Вечером того же дня Буш сидел в своем кабинете, окна которого выходили на Сент-Джеймсский парк, и изучал доклад о Джордже Ламли. На столе ждали своей очереди еще пятьдесят сообщений. Сотрудник уголовного розыска Уилтшира прислал четкий и подробный отчет. Ламли, тридцати девяти лет, паршивая овца семейства, живет на проценты, без постоянного места работы. Пять лет назад проработал несколько месяцев торговым агентом пивного завода в Тивертоне. Год спустя стал совладельцем небольшого кафе в Кроуборо, но через полгода вышел из дела. Разведен, детей нет. Иногда выступает в роли частного детектива мадам Бланш Тайлер, медиума из Солсбери. Дом Ламли, построенный из песчаника, крыт соломой и не имеет подвала. В саду вольер размером тридцать на десять футов, где содержатся длиннохвостые попугаи, фазаны, пара диких уток с подрезанными крыльями и три бентамки — две курицы и один петух.

Он окончил чтение, сделав пометку — передать отчет Сэнгвилу для ввода в компьютер. В этот момент дверь открылась и в кабинет вошел Грэндисон.

Кивнув, он подошел к столу, молча взял доклад на Ламли, быстро просмотрел его и бросил обратно.

— Да, все примерно одинаковые, — заметил Буш.

— Ничего удивительного. Нам никто не принесет конфетку на блюдечке с голубой каемочкой.

— В Скотланд-Ярде умирают со смеху.

Грэндисон усмехнулся.

— Вот и хорошо. Смех — лекарство от вражды. Итак, со стороны мы — куча болванов, но действуем-то мы далеко не так глупо. Правда, ищем иголку в стоге сена.

Он задумчиво потер бороду, опять усмехнулся и спросил:

— А вы не думали молиться?

— Молиться?

— Не отвечайте вопросом на вопрос, Буш. Что в этом удивительного? Добрая старая молитва Господу — помощь в борьбе со злом. В нашем управлении Богу уделяют недостаточно внимания. Разумеется, вы понимаете, какого Бога я имею в виду?

— Наверное, не христианского.

— Конечно, нет. Существует лишь один Бог, который понимает наши проблемы и иногда помогает нам их решить. Бог-случай, ведающий совпадениями, манипулирующий местом, временем и действующими лицами. Иногда везет. На статистике раскрываемости преступлений это вряд ли существенно сказывается, но какой-то процент удачи все же есть.

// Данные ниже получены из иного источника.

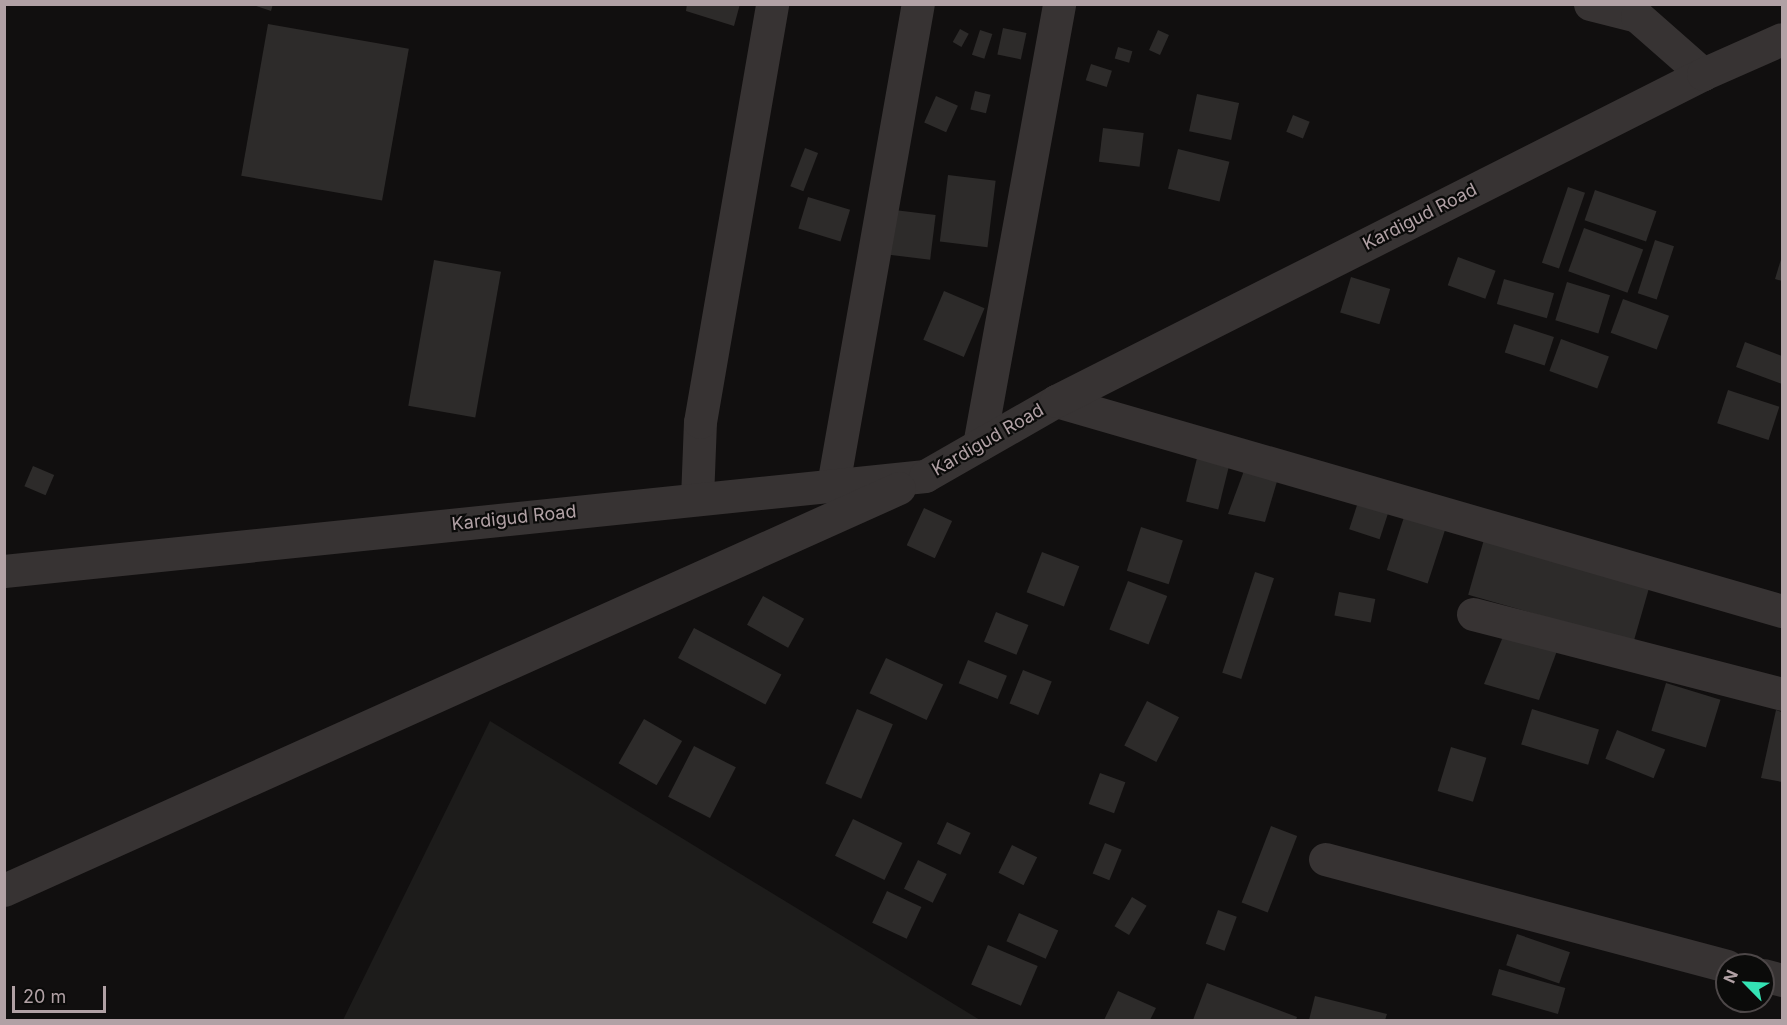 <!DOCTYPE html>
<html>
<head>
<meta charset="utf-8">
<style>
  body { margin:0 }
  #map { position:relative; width:1787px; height:1025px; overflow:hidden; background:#110f0f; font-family:Inter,sans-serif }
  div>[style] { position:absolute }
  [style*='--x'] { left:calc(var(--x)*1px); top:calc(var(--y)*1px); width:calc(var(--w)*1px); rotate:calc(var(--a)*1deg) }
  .built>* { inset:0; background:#1d1c1b }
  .building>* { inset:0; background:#2d2b2a; transform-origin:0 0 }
  .minor>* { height:33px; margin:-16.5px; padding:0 16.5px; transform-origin:16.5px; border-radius:16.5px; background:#373333 }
  .tertiary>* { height:33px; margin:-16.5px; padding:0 16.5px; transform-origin:16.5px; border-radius:16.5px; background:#373333 }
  span { translate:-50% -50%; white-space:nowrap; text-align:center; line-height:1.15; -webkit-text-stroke:4.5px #0b0b0a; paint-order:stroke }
  .street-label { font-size:18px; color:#b1a1a5 }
  .frame { position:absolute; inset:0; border:6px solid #b1a1a5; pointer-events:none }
  .north { position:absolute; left:1715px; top:953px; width:60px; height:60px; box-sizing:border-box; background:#0b0b0a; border:2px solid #4d4748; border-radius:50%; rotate:294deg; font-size:16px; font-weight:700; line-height:24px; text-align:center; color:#b1a1a5 }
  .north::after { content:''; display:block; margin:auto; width:21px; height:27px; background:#34e3b4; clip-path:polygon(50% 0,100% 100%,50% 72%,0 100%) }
  .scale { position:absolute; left:12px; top:986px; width:94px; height:27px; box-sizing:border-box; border:3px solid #b1a1a5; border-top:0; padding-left:8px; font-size:18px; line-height:21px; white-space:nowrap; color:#b1a1a5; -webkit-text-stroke:4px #0b0b0a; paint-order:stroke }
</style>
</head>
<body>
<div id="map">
  <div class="built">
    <div style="clip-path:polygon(490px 721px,980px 1020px,343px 1020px)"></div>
  </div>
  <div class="building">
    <div style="clip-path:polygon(250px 4px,273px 4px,271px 11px)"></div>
    <div style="clip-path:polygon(687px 4px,740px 4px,734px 26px,686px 11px)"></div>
    <div style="left:268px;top:24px;width:143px;height:154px;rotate:10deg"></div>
    <div style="left:1003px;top:28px;width:24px;height:27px;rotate:12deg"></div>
    <div style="left:960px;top:29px;width:10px;height:15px;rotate:29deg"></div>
    <div style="left:980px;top:30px;width:13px;height:26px;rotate:18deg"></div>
    <div style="left:1158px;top:30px;width:12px;height:22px;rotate:24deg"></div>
    <div style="left:1118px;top:47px;width:15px;height:12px;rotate:16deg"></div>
    <div style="left:1091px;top:64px;width:22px;height:17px;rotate:18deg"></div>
    <div style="left:975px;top:91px;width:16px;height:19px;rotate:14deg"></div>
    <div style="left:1197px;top:94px;width:43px;height:38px;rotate:12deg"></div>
    <div style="left:936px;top:96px;width:24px;height:29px;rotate:24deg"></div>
    <div style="left:1293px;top:115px;width:18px;height:18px;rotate:22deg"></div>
    <div style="left:1103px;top:128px;width:41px;height:34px;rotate:7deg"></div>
    <div style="left:805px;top:148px;width:14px;height:41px;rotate:21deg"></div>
    <div style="left:1178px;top:149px;width:53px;height:41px;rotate:14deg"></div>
    <div style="left:948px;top:175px;width:48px;height:67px;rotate:7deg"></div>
    <div style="left:1568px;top:187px;width:18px;height:80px;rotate:19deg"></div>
    <div style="left:1595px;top:190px;width:65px;height:32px;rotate:19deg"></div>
    <div style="left:808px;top:197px;width:44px;height:33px;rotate:17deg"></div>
    <div style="left:886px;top:209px;width:50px;height:45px;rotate:7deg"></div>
    <div style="left:1584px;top:228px;width:63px;height:46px;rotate:20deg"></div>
    <div style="left:1655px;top:240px;width:20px;height:56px;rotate:18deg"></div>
    <div style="clip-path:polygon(1782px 256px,1782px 281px,1775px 279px)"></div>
    <div style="left:1458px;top:257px;width:40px;height:30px;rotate:20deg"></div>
    <div style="left:434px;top:260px;width:68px;height:148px;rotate:10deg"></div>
    <div style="left:1351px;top:277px;width:41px;height:37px;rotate:17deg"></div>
    <div style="left:1504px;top:279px;width:52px;height:26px;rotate:16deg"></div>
    <div style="left:1567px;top:282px;width:45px;height:40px;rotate:17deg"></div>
    <div style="left:944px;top:291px;width:44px;height:53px;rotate:23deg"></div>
    <div style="left:1623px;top:299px;width:49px;height:36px;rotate:20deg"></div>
    <div style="left:1514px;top:324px;width:42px;height:30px;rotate:18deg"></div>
    <div style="left:1561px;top:339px;width:51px;height:34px;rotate:20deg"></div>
    <div style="clip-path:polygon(1745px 342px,1782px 356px,1782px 384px,1736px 367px)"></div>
    <div style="left:1728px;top:390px;width:54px;height:35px;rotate:18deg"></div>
    <div style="left:1198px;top:454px;width:33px;height:49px;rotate:14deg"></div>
    <div style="left:33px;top:466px;width:23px;height:22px;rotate:23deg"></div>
    <div style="clip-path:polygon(1245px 468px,1278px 478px,1265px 522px,1228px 514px)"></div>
    <div style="left:1360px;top:496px;width:32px;height:35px;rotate:18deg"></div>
    <div style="left:924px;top:508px;width:31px;height:41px;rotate:25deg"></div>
    <div style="left:1405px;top:514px;width:43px;height:59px;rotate:18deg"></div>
    <div style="left:1141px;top:527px;width:44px;height:46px;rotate:18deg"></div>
    <div style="left:1485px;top:536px;width:172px;height:61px;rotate:16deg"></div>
    <div style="left:1042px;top:552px;width:40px;height:43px;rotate:21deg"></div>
    <div style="left:1255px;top:572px;width:20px;height:106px;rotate:18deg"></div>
    <div style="left:1128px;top:581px;width:42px;height:52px;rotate:21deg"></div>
    <div style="left:1339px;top:592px;width:37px;height:24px;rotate:11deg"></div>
    <div style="left:763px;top:596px;width:47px;height:33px;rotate:29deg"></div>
    <div style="left:996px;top:612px;width:35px;height:32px;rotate:22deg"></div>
    <div style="left:694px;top:628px;width:99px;height:34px;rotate:28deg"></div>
    <div style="clip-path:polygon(1504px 634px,1558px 648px,1539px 700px,1484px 684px)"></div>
    <div style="left:886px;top:658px;width:63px;height:39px;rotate:25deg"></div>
    <div style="left:968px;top:660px;width:42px;height:25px;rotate:22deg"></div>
    <div style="left:1023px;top:670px;width:31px;height:36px;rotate:22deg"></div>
    <div style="left:1666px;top:683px;width:57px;height:50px;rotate:17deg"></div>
    <div style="left:1147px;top:701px;width:36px;height:50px;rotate:27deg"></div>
    <div style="left:857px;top:709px;width:39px;height:81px;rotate:23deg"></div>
    <div style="left:1532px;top:709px;width:70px;height:37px;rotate:17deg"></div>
    <div style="clip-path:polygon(1776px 710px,1782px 712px,1782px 782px,1761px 778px)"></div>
    <div style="left:644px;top:719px;width:44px;height:51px;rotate:30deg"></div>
    <div style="left:1617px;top:730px;width:52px;height:31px;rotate:22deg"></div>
    <div style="left:694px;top:746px;width:47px;height:57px;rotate:27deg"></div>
    <div style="left:1451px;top:747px;width:37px;height:46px;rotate:17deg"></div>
    <div style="left:1100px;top:773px;width:27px;height:33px;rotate:20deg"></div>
    <div style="left:853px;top:819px;width:55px;height:41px;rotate:26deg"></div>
    <div style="left:947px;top:822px;width:26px;height:24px;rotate:25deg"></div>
    <div style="left:1271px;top:826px;width:28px;height:82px;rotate:21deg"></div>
    <div style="left:1105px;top:843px;width:18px;height:33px;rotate:22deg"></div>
    <div style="left:1012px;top:845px;width:28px;height:31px;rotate:26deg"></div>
    <div style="left:918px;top:860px;width:32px;height:32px;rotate:26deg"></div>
    <div style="left:887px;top:891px;width:38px;height:35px;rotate:25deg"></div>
    <div style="left:1132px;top:897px;width:17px;height:34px;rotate:31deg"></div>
    <div style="left:1218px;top:910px;width:20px;height:36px;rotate:20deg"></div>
    <div style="left:1019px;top:913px;width:43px;height:31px;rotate:24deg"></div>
    <div style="left:1517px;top:934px;width:56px;height:33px;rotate:19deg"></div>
    <div style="left:988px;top:945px;width:54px;height:43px;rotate:23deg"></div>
    <div style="left:1499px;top:969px;width:69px;height:27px;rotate:16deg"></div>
    <div style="clip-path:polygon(1207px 983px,1297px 1017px,1296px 1020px,1193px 1020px)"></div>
    <div style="clip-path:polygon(1118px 991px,1156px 1008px,1150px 1020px,1104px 1020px)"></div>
    <div style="clip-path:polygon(1315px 996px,1387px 1014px,1385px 1020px,1309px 1020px)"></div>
  </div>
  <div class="minor">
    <div style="--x:1590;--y:4;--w:49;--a:14.3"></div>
    <div style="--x:1637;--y:16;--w:88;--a:41.3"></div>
    <div style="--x:1056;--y:401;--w:756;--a:16.13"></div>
    <div style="--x:979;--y:445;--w:448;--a:-79.7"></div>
    <div style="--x:833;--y:485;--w:488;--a:-80"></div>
    <div style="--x:697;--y:499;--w:77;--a:-87.8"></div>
    <div style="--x:700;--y:422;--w:424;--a:-80.2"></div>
    <div style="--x:1473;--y:614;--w:319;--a:14.5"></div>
    <div style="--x:1325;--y:859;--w:416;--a:14.9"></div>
    <div style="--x:1763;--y:975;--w:20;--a:15"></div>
  </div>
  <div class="tertiary">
    <div style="--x:4;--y:571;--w:926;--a:-5.89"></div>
    <div style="--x:925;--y:476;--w:151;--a:-29.8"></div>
    <div style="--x:1056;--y:401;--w:725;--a:-26.81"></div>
    <div style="--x:1703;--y:74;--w:86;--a:-23.9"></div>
    <div style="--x:4;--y:890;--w:981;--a:-24.19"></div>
  </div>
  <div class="street-label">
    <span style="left:1420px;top:217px;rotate:-27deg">Kardigud Road</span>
    <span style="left:988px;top:440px;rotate:-30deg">Kardigud Road</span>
    <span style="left:514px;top:518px;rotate:-6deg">Kardigud Road</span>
  </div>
  <div class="frame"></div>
  <div class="north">N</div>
  <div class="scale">20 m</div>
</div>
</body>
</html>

— Согласен. Хотя убедиться можно лишь на деле.

— Вот именно. Пока мы ничем важным не располагаем. Теперь пришло время для серьезной молитвы. У меня есть сильное подозрение — строго между нами, — что сейчас мы можем рассчитывать только на случай. Поэтому лучше помолиться. Пока же посмотрите этот список. — Он бросил на стол листок бумаги. — Вместе с Министерством внутренних дел и ребятами из полиции нужно проверить, насколько надежно охраняют этих лиц. Хотя следующей жертвы может среди них и не быть. Все зависит от того, на какую сумму рассчитывает наш приятель, — миллион, полмиллиона, или у него более скромные аппетиты.

После ухода Грэндисона Буш просмотрел список. В нем было свыше тридцати имен тех, кто входил в высший эшелон власти Англии. Он начал прикидывать, что произойдет после похищения, скажем, наследного герцога, премьер-министра или министра финансов, как придется заминать это дело и втайне выплачивать выкуп. Через несколько минут он и думать перестал о каком-то Джордже Ламли с его подружкой мадам Бланш Тайлер.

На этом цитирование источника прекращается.